In an alternate embodiment shown in FIG. 9, the web 132 is payed out from a roll 134′ onto the lower surface of the substrate sheet 12 prior to coating both the web and the substrate with asphalt coating. Preferably, the web is bonded to the substrate prior to the asphalt coating step, either intermittently or continuously along their lengths. Any suitable bonding apparatus 146 can be used to bond the web to the substrate. Some examples of bonding methods include heat sealing, ultrasonic welding, pressure sensitive or hot melt adhesive, electrostatic bonding, and physical intertwining by such means as needling or stitching. Bonding the web to the substrate fixes the position of the web relative to the substrate in both the machine and cross directions of the sheet. The bonding also helps to minimize any shrinkage or wrinkling of the web that may occur during the asphalt coating step.

Referring again to FIG. 4, the web 132 is bonded to the lower region 78 of the asphalt coating 74. The bonding of the web to the lower region of the asphalt coating, rather than the upper region 76, has been found to provide an unexpected improvement in resistance to a variety of impacts. Unlike the roofing shingle disclosed in U.S. Pat. No. 5,571,596 to Johnson, there is no need to add a layer of impact-resistant material to the upper region of the asphalt coating.

The web can be bonded to the asphalt coating at any location in the lower region. The “lower region” 78 of the asphalt coating 74 includes any location between the lower surface 148 of the substrate 12 and the lower surface 150 of the asphalt coating. In the preferred embodiment shown in FIG. 4, the web is bonded to the lower surface of the asphalt coating. It has been found that bonding the web to the lower surface of the asphalt coating achieves a superior impact resistance.

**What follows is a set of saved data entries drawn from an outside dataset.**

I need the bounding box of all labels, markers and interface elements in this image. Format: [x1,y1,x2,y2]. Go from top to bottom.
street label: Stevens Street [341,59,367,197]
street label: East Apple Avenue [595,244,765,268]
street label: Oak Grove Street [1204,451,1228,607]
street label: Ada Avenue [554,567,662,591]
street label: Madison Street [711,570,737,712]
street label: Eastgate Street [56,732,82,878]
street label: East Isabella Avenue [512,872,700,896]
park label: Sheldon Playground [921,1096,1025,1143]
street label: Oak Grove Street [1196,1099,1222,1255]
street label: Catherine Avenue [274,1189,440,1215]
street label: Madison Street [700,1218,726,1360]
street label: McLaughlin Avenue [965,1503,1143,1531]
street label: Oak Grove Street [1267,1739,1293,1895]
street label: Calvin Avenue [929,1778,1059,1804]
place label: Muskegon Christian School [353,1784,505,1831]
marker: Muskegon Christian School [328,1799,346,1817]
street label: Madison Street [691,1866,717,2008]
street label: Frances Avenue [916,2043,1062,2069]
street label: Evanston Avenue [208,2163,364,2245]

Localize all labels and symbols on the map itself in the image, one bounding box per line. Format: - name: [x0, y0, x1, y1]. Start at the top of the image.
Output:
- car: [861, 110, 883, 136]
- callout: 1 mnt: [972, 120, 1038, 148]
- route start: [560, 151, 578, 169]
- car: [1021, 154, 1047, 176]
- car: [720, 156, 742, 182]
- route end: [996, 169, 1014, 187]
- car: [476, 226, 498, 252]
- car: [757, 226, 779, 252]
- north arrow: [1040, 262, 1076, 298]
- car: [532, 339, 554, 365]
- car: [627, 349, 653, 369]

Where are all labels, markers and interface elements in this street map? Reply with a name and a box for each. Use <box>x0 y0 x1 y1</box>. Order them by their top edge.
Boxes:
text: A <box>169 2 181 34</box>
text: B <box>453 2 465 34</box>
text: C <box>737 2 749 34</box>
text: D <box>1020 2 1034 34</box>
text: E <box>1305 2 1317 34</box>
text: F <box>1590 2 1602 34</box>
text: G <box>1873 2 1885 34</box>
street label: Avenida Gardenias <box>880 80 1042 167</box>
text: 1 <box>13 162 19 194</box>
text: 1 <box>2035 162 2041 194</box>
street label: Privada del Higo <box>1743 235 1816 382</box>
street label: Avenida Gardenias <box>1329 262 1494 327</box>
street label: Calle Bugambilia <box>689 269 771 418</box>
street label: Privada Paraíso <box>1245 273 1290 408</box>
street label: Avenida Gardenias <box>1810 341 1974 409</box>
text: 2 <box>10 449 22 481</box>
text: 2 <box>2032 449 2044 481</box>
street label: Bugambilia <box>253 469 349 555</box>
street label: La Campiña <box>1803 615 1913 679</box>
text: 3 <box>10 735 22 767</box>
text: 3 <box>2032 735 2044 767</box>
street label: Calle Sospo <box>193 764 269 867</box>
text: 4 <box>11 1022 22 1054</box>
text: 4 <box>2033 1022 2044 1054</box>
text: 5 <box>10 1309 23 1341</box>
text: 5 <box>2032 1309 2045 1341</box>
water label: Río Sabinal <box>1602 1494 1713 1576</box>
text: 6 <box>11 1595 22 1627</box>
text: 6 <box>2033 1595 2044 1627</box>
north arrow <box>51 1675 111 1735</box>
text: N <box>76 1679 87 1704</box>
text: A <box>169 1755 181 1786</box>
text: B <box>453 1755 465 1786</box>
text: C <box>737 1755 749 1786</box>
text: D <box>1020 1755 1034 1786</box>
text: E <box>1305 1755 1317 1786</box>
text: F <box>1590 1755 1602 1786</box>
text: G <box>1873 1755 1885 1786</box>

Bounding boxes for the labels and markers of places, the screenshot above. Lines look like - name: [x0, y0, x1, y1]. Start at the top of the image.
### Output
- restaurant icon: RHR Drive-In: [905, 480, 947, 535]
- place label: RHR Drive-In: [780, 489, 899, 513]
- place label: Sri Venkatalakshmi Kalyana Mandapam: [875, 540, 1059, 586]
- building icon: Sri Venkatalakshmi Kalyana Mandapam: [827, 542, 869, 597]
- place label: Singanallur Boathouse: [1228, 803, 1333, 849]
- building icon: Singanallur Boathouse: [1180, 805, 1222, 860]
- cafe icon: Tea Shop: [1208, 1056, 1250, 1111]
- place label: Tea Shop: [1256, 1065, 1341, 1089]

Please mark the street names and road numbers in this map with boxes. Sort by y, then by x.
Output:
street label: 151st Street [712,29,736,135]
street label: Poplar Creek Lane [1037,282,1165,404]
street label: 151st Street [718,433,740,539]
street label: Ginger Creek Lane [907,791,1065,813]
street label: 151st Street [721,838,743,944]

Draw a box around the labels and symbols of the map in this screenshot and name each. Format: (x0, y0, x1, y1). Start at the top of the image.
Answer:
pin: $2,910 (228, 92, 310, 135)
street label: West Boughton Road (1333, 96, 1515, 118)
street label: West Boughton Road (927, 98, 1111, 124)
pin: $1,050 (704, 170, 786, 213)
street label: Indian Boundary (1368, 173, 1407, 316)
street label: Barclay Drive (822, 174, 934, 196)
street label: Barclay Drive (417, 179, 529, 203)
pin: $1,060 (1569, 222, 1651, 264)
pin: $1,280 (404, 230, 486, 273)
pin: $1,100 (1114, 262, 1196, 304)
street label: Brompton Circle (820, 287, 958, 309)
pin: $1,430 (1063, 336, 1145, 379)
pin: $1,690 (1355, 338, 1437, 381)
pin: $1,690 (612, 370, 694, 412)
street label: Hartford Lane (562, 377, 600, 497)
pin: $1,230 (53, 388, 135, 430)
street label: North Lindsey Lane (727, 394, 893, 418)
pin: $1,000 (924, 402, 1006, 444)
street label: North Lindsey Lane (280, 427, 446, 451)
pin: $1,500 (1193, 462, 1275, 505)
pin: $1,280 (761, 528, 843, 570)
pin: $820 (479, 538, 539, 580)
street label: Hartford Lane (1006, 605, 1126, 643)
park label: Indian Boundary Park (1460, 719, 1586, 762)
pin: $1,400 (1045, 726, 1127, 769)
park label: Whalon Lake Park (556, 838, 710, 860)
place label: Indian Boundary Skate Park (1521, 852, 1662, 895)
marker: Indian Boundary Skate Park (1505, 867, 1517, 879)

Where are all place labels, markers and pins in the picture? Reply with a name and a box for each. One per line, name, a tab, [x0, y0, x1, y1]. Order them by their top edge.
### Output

Preferably, the roofing material of the present invention includes a strong bond between the web and the asphalt coating, to ensure that the web does not separate from the asphalt coating. If the web separates from the asphalt coating, it is not effective to dissipate the energy of an impact on the roofing material. The strong bond is achieved by fusing the web and the asphalt coating. Specifically, a portion of the web and of the asphalt coating are intermingled by melting, thereby fusing the web and the asphalt coating. “Intermingled” includes any type of physical and/or chemical intermingling of the web and the asphalt coating, to provide a strong mechanical and/or chemical bond.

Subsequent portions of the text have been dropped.